### Task brief
Copy each line from the data that has the word "frame" in it.

- - -

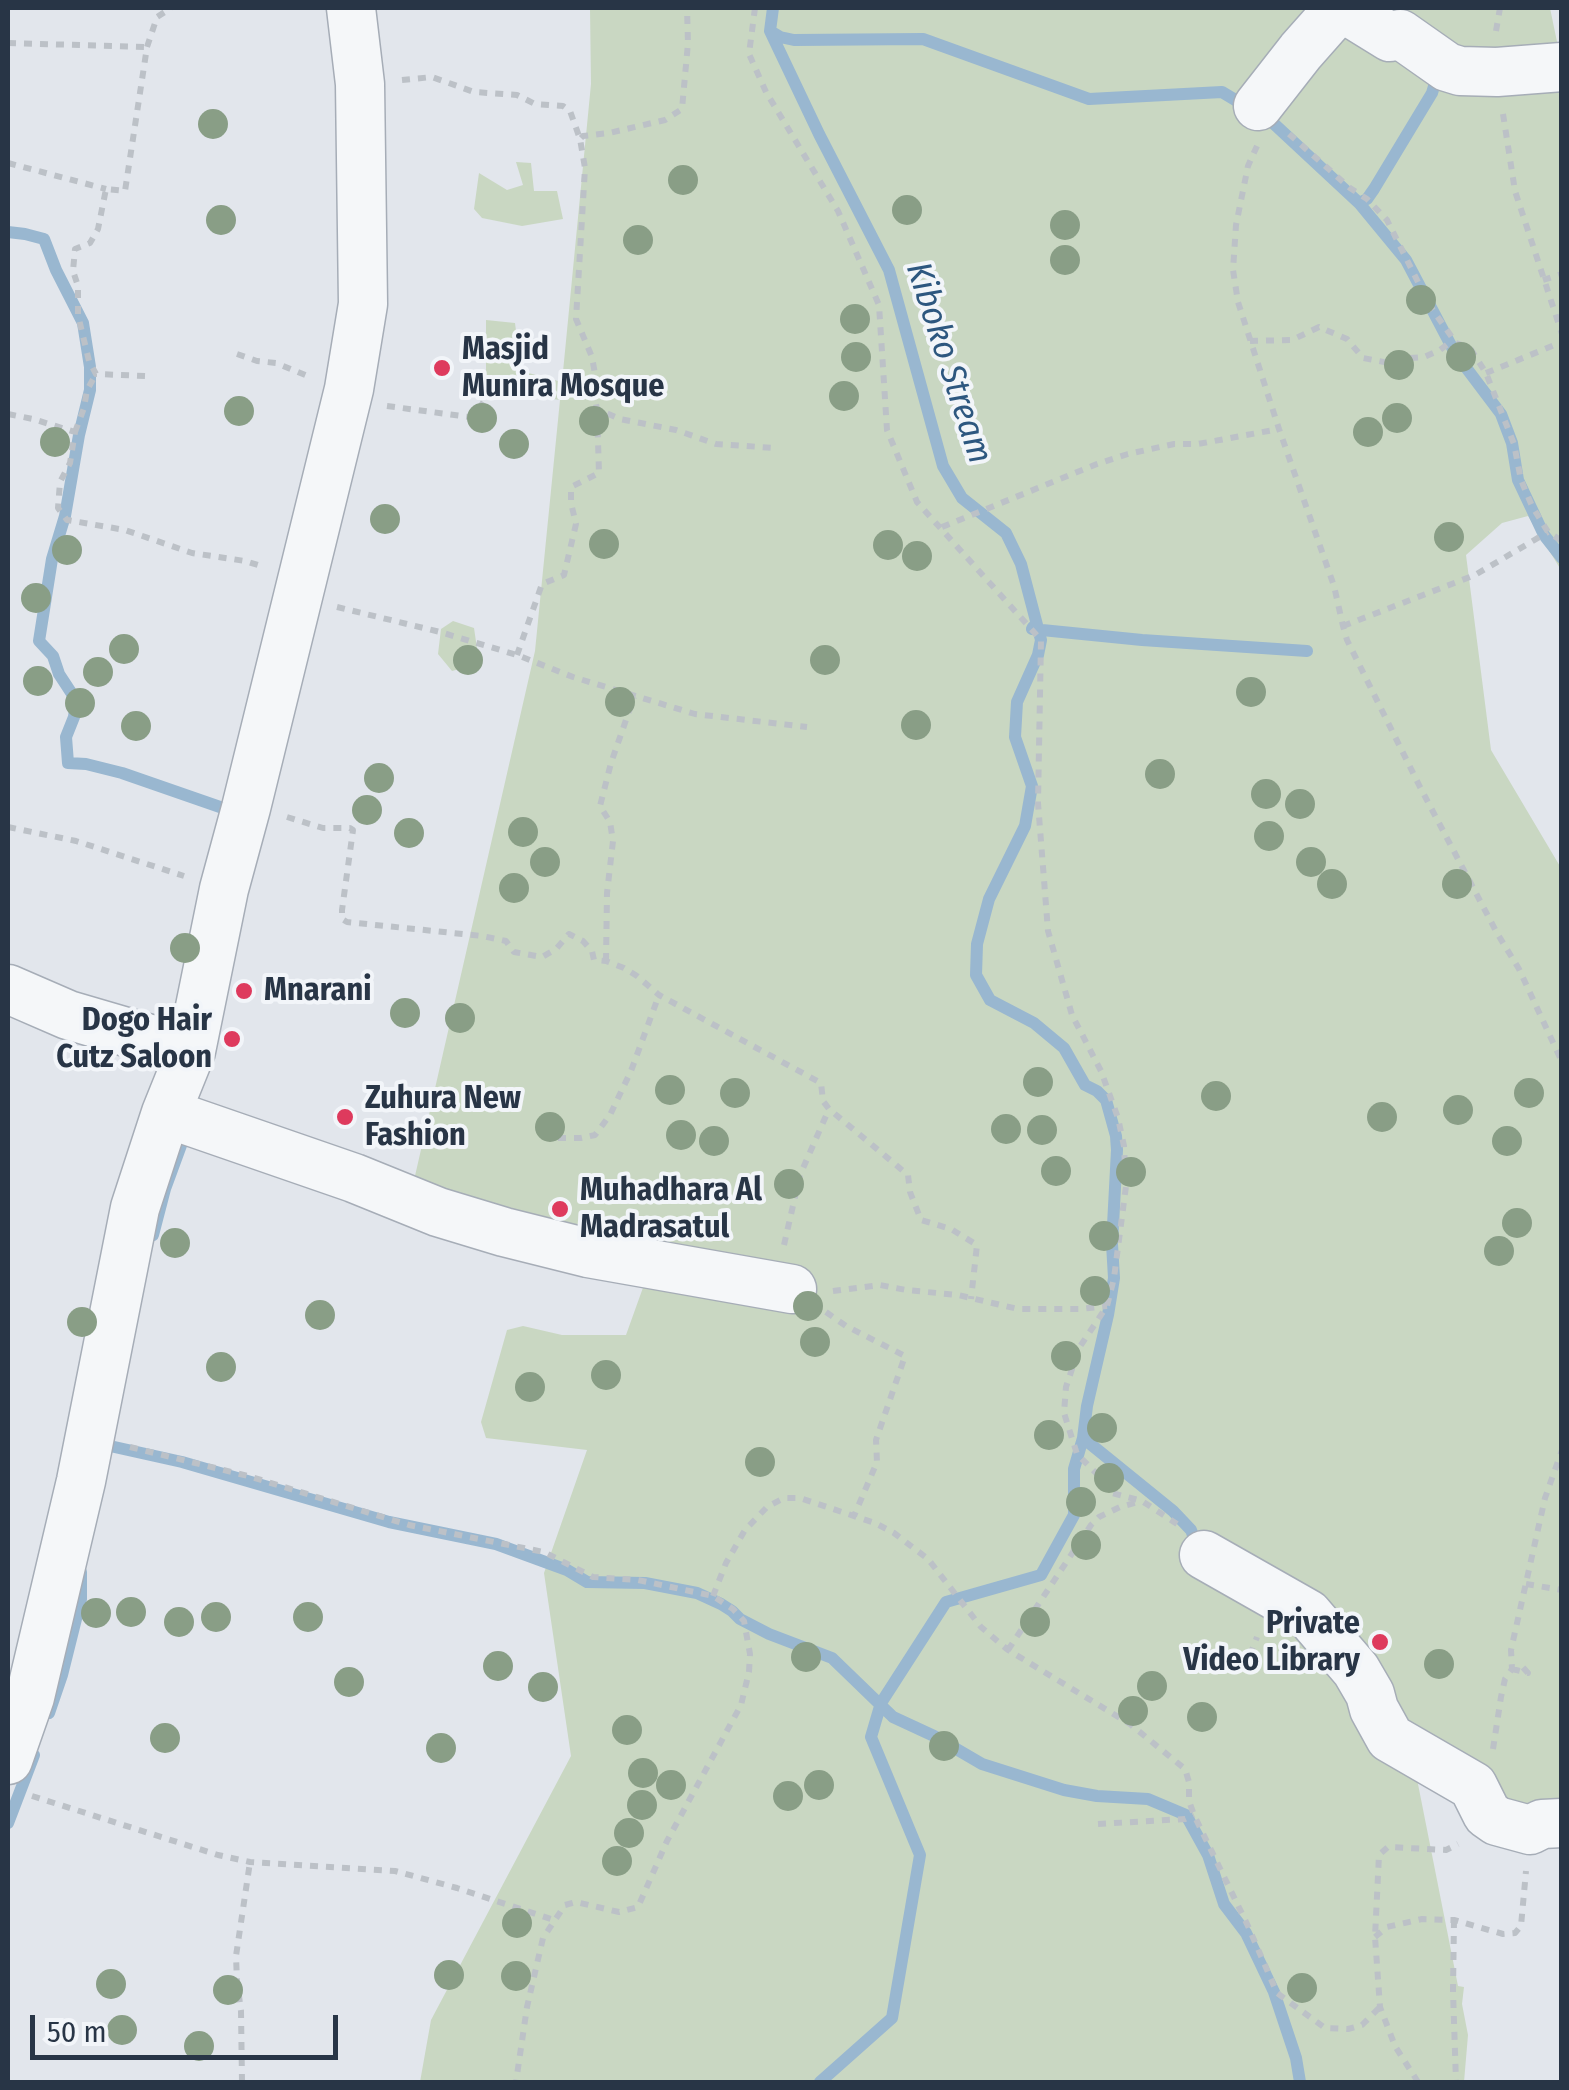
<!DOCTYPE html>
<html>
<head>
<meta charset="utf-8">
<style>
  body { margin:0 }
  #map { position:relative; width:1569px; height:2090px; overflow:hidden; background:#e2e6ec; font-family:"Fira Sans Condensed",sans-serif }
  canvas { display:block }
  .frame { position:absolute; inset:0; border:10px solid #283546; pointer-events:none }
  .scale { position:absolute; left:30px; top:2015px; width:308px; height:45px; box-sizing:border-box; border:5px solid #283546; border-top:0; padding-left:12px; font-size:30px; line-height:35px; white-space:nowrap; color:#283546; -webkit-text-stroke:8px #f2f5f9; paint-order:stroke }
</style>
</head>
<body>
<div id="map">
<canvas width="1569" height="2090"></canvas>
<div class="frame"></div>
<div class="scale">50 m</div>
</div>
<script>
const context = document.querySelector('canvas').getContext('2d');
context.lineJoin = 'round';
function fillPath(path, color) {
  context.fillStyle = color;
  context.fill(path, 'evenodd');
}
function shape(rows) {
  const path = new Path2D();
  for (const r of rows) {
    path.moveTo(r[0], r[1]);
    for (let i = 2; i < r.length; i += 2) path.lineTo(r[i], r[i + 1]);
  }
  return path;
}
function stroke(path, color, width, dash) {
  context.strokeStyle = color;
  context.lineWidth = width;
  context.lineCap = dash ? 'butt' : 'round';
  context.setLineDash(dash || []);
  context.stroke(path);
}
function write(font, color, halo, rows, align = 'center') {
  context.font = font + ' "Fira Sans Condensed",sans-serif';
  context.lineWidth = 8;
  context.setLineDash([]);
  context.textBaseline = 'middle';
  context.strokeStyle = halo;
  context.fillStyle = color;
  for (const [text, x, y, turn = 0] of rows) {
    context.save();
    context.translate(x, y);
    context.rotate((+turn || 0) * Math.PI / 180);
    context.textAlign = isNaN(turn) ? turn : align;
    if (halo) context.strokeText(text, 0, 0);
    context.fillText(text, 0, 0);
    context.restore();
  }
}
fillPath(shape([
  [590,8,1550,8,1562,66,1561,570,1528,516,1502,523,1466,555,1491,750,1561,868,1562,1817,1416,1774,1458,1986,1464,1987,1462,2004,1468,2035,1464,2082,420,2082,431,2020,571,1756,544,1573,587,1450,486,1438,481,1422,507,1330,523,1326,562,1335,626,1335,659,1243,412,1189,535,651,560,400,486,389,486,320,515,323,521,371,562,382,591,84],
  [516,162,531,163,534,191,557,191,563,219,522,226,482,218,474,209,479,173,507,190,523,185],
  [453,621,474,628,478,655,467,667,452,671,438,654,441,629]
]), '#c9d7c2');
stroke(shape([
  [773,8,770,31,819,134,889,270,943,466,962,498,1006,533,1021,564,1041,640,1038,655,1017,702,1015,737,1032,786,1025,826,989,899,977,944,976,975,990,1000,1034,1023,1064,1048,1085,1085,1097,1091,1106,1100,1116,1136,1117,1150,1112,1244,1114,1278,1108,1315,1087,1406,1083,1438,1074,1469,1074,1515,1041,1575,946,1602,881,1703,871,1737,920,1855,892,2018,820,2082],
  [770,31,780,37,794,40,923,39,1089,99,1222,92,1272,122,1359,203,1406,260,1455,353,1501,414,1512,443,1518,480,1544,535,1562,558],
  [1359,203,1367,199,1374,189,1432,93,1435,83,1444,73],
  [8,232,25,234,44,239,56,270,83,323,90,367,90,390,79,435,65,516,52,559,39,641,53,656,59,674,76,700,74,717,66,737,68,763,86,764,122,773,220,807],
  [1033,627,1032,629,1142,640,1307,651],
  [153,1235,165,1189,183,1140],
  [1083,1438,1173,1511,1191,1530,1194,1538,1202,1544],
  [110,1446,182,1462,389,1522,496,1544,567,1570,587,1582,645,1583,697,1593,721,1604,732,1611,740,1619,769,1634,832,1658,893,1717,934,1736,982,1764,1064,1790,1097,1796,1148,1799,1186,1815,1208,1855,1224,1904,1246,1933,1274,1992,1296,2058,1300,2082],
  [49,1713,62,1675,81,1599,81,1572],
  [8,1823,34,1755]
]), '#99b7d0', 12);
const minor = shape([
  [1343,8,1390,37,1400,34,1447,67,1460,71,1497,72,1562,67],
  [1258,106,1301,51,1339,8],
  [8,989,68,1015,191,1051],
  [166,1113,354,1178,438,1212,504,1232,588,1253,792,1289],
  [1204,1555,1308,1614,1356,1670,1370,1694,1374,1709,1390,1738,1473,1786,1487,1814,1497,1821,1530,1830,1542,1824,1562,1823],
  [8,1760,30,1697,81,1481,135,1208,166,1113,191,1051,224,889,246,808,349,389,363,304,360,84,351,8]
]);
stroke(minor, '#a6adb7', 51);
stroke(shape([
  [755,8,749,54,766,92,838,211,879,305,887,430,917,502,1041,640,1038,803,1048,931,1072,1015,1101,1071,1118,1118,1124,1146,1126,1186,1114,1278,1107,1306,1079,1348,1066,1387,1064,1413,1077,1454,1098,1475,1108,1492,1142,1501,1177,1524],
  [1496,31,1500,8],
  [8,43,147,47],
  [402,80,432,77,474,92,517,95,535,104,563,106,570,111,580,139,585,168,576,319,592,357,595,374,593,389],
  [1503,114,1515,191,1562,334],
  [1289,134,1350,188,1367,199,1387,220,1430,306,1456,343,1470,348,1486,373,1514,444,1521,480,1532,506,1548,532,1562,541],
  [581,138,583,136,609,133,665,120,682,109,688,43,687,8],
  [1257,146,1248,166,1236,225,1233,270,1238,302,1279,429,1334,586,1343,626,1347,640,1420,787,1497,933,1519,969,1562,1062],
  [8,163,106,189],
  [1543,280,1562,274],
  [1250,341,1292,340,1319,327,1347,339,1363,358,1389,363,1395,359,1424,357,1440,350,1449,343,1454,343],
  [237,354,257,361,276,363,310,377],
  [1486,373,1562,342],
  [145,376,96,374,89,361,78,315,78,286,73,271,75,249,90,243,98,229,106,189,125,191,147,47,157,17,171,8],
  [387,406,469,417,476,413,495,385,516,379,540,380,593,389,597,409,620,419,676,430,716,444,775,448],
  [8,414,33,419,75,432,70,463,60,482,58,508,67,520,125,530,192,553,245,561,261,566],
  [75,432,84,408,87,390,96,374],
  [942,527,1097,464,1128,454,1174,444,1198,444,1279,429],
  [337,607,440,632,517,655,573,677,695,714,807,727],
  [1343,626,1475,575,1548,532],
  [517,655,542,584,564,575,576,524,571,503,571,487,599,473,597,409],
  [287,817,323,828,350,828,353,830,342,910,342,919,347,922,482,936,506,941,514,952,542,957,556,949,569,934,583,941,592,951,594,960,606,961,624,968,637,976,659,995,821,1083,823,1101,829,1109,908,1175,910,1192,921,1220,951,1229,977,1245,971,1299],
  [8,827,76,841,184,876],
  [606,961,607,893,613,841,610,822,600,806,611,763,634,697],
  [558,1138,581,1138,595,1135,610,1115,631,1071,659,995],
  [784,1245,800,1175,829,1109],
  [833,1291,880,1285,906,1290,958,1295,1018,1309,1080,1309,1107,1306],
  [826,1312,846,1326,905,1356,876,1440,877,1462,854,1516],
  [130,1447,248,1476,409,1525,544,1552,593,1577,638,1580,713,1596,733,1609,744,1621,750,1654,749,1672,741,1705,667,1841,638,1907,619,1912,576,1902,565,1905,543,1938,527,2007,516,2082],
  [1526,1584,1562,1590],
  [713,1596,726,1563,745,1530,767,1507,784,1498,800,1498,875,1523,894,1533,928,1559,981,1627,1008,1650,1130,1724,1185,1769,1189,1782,1189,1801,1194,1815,1248,1926,1277,1993,1325,2028,1348,2029,1362,2025,1380,2007],
  [1008,1650,1091,1525,1099,1517,1120,1507,1138,1502],
  [1250,1655,1257,1637],
  [1512,1669,1528,1673,1520,1664],
  [1493,1749,1501,1697,1505,1679,1512,1669,1511,1650,1545,1498,1562,1450],
  [32,1796,218,1855,250,1862,395,1871,457,1888,554,1920],
  [1098,1824,1185,1819,1194,1815],
  [1454,1920,1453,1991,1456,2082],
  [1375,1937,1387,1927,1422,1919,1454,1920,1503,1934,1515,1933,1521,1926,1526,1871],
  [242,2082,241,2011,237,1981,236,1956,250,1862],
  [1418,2082,1395,2046,1380,2007,1375,1937,1379,1855,1388,1847,1446,1850,1458,1844]
]), '#bcc1c7', 6, [8, 8]);
stroke(minor, '#f5f7f9', 48);
context.fillStyle = '#899e86';
for (const [x, y] of [
  [213,124],
  [683,180],
  [907,210],
  [221,220],
  [1065,225],
  [638,240],
  [1065,260],
  [1421,300],
  [855,319],
  [856,357],
  [1461,357],
  [1399,365],
  [844,396],
  [239,411],
  [482,418],
  [1397,418],
  [594,421],
  [1368,432],
  [55,442],
  [514,444],
  [385,519],
  [1449,537],
  [604,544],
  [888,545],
  [67,550],
  [917,556],
  [36,598],
  [124,649],
  [468,660],
  [825,660],
  [98,672],
  [38,681],
  [1251,692],
  [620,702],
  [80,703],
  [916,725],
  [136,726],
  [1160,774],
  [379,778],
  [1266,794],
  [1300,804],
  [367,810],
  [523,832],
  [409,833],
  [1269,836],
  [545,862],
  [1311,862],
  [1332,884],
  [1457,884],
  [514,888],
  [185,948],
  [405,1013],
  [460,1018],
  [1038,1082],
  [670,1090],
  [735,1093],
  [1529,1093],
  [1216,1096],
  [1458,1110],
  [1382,1117],
  [550,1127],
  [1006,1129],
  [1042,1130],
  [681,1135],
  [714,1141],
  [1507,1141],
  [1056,1171],
  [1131,1172],
  [789,1184],
  [1517,1223],
  [1104,1236],
  [175,1243],
  [1499,1251],
  [1095,1291],
  [808,1306],
  [320,1315],
  [82,1322],
  [815,1342],
  [1066,1356],
  [221,1367],
  [606,1375],
  [530,1387],
  [1102,1428],
  [1049,1435],
  [760,1462],
  [1109,1478],
  [1081,1502],
  [1086,1545],
  [131,1612],
  [96,1613],
  [216,1617],
  [308,1617],
  [179,1622],
  [1035,1622],
  [806,1657],
  [1439,1664],
  [498,1666],
  [349,1682],
  [1152,1686],
  [543,1687],
  [1133,1711],
  [1202,1717],
  [627,1730],
  [165,1738],
  [944,1746],
  [441,1748],
  [643,1773],
  [671,1785],
  [819,1785],
  [788,1796],
  [642,1805],
  [629,1833],
  [617,1861],
  [517,1923],
  [449,1975],
  [516,1976],
  [111,1984],
  [1302,1988],
  [228,1990],
  [122,2030],
  [199,2046]
]) {
  context.beginPath();
  context.arc(x, y, 15, 0, 2 * Math.PI);
  context.fill();
}
for (const [x, y, r, color] of [
  [442,368,10,"#de3a5d"],
  [244,991,10,"#de3a5d"],
  [232,1039,10,"#de3a5d"],
  [345,1117,10,"#de3a5d"],
  [560,1209,10,"#de3a5d"],
  [1380,1642,10,"#de3a5d"]
]) {
  const dot = new Path2D();
  dot.arc(x, y, r, 0, 2 * Math.PI);
  context.fillStyle = color;
  context.fill(dot);
  stroke(dot, '#f2f5f9', 4);
}
write('bold 32px', '#283546', '#f2f5f9', [
  ["Masjid",462,350],
  ["Munira Mosque",462,387],
  ["Mnarani",264,991],
  ["Dogo Hair",212,1021,"right"],
  ["Cutz Saloon",212,1058,"right"],
  ["Zuhura New",365,1099],
  ["Fashion",365,1136],
  ["Muhadhara Al",580,1191],
  ["Madrasatul",580,1228],
  ["Private",1360,1624,"right"],
  ["Video Library",1360,1661,"right"]
], 'left');
write('italic 35px', '#2d577f', '#f2f5f9', [
  ["Kiboko Stream",948,363,72]
]);
</script>
</body>
</html>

- - -

### Task solution
  .frame { position:absolute; inset:0; border:10px solid #283546; pointer-events:none }
<div class="frame"></div>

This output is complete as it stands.